Editor's Note: Any reference to TheStreet Ratings and its underlying recommendation does not reflect the opinion of TheStreet, Inc. or any of its contributors including Jim Cramer or Stephanie Link.

The Computer Hardware industry as a whole closed the day down 1.0% versus the S&P 500, which was down 0.1%. Laggards within the Computer Hardware industry included Video Display ( VIDE), down 5.5%, Mad Catz Interactive ( MCZ), down 1.8%, Dataram ( DRAM), down 2.5%, Key Tronic ( KTCC), down 2.1% and Elecsys ( ESYS), down 5.2%.

TheStreet Ratings Group would like to highlight 3 stocks that pushed the industry lower today:

Super Micro Computer ( SMCI) is one of the companies that pushed the Computer Hardware industry lower today. Super Micro Computer was down $1.31 (4.8%) to $25.69 on average volume. Throughout the day, 588,505 shares of Super Micro Computer exchanged hands as compared to its average daily volume of 421,500 shares. The stock ranged in price between $25.46-$27.64 after having opened the day at $27.23 as compared to the previous trading day's close of $27.00.

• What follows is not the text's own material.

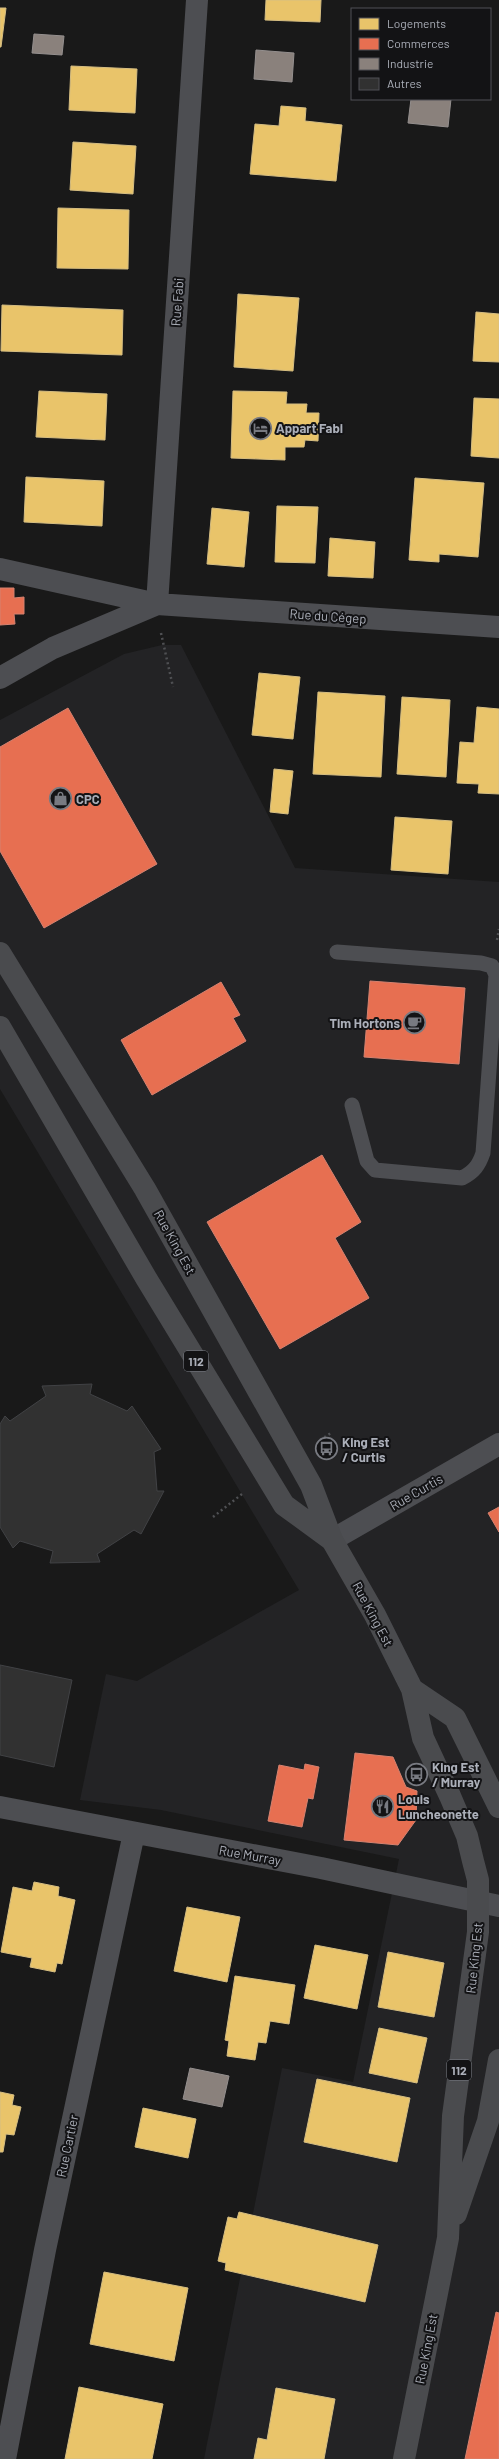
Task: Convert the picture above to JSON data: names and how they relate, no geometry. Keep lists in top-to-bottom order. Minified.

Super Micro Computer, Inc., together with its subsidiaries, develops and provides high performance server solutions based on modular and open-standard architecture in the United States and internationally. Super Micro Computer has a market cap of $1.1 billion and is part of the technology sector. Shares are up 57.3% year-to-date as of the close of trading on Tuesday. Currently there are 3 analysts who rate Super Micro Computer a buy, no analysts rate it a sell, and none rate it a hold.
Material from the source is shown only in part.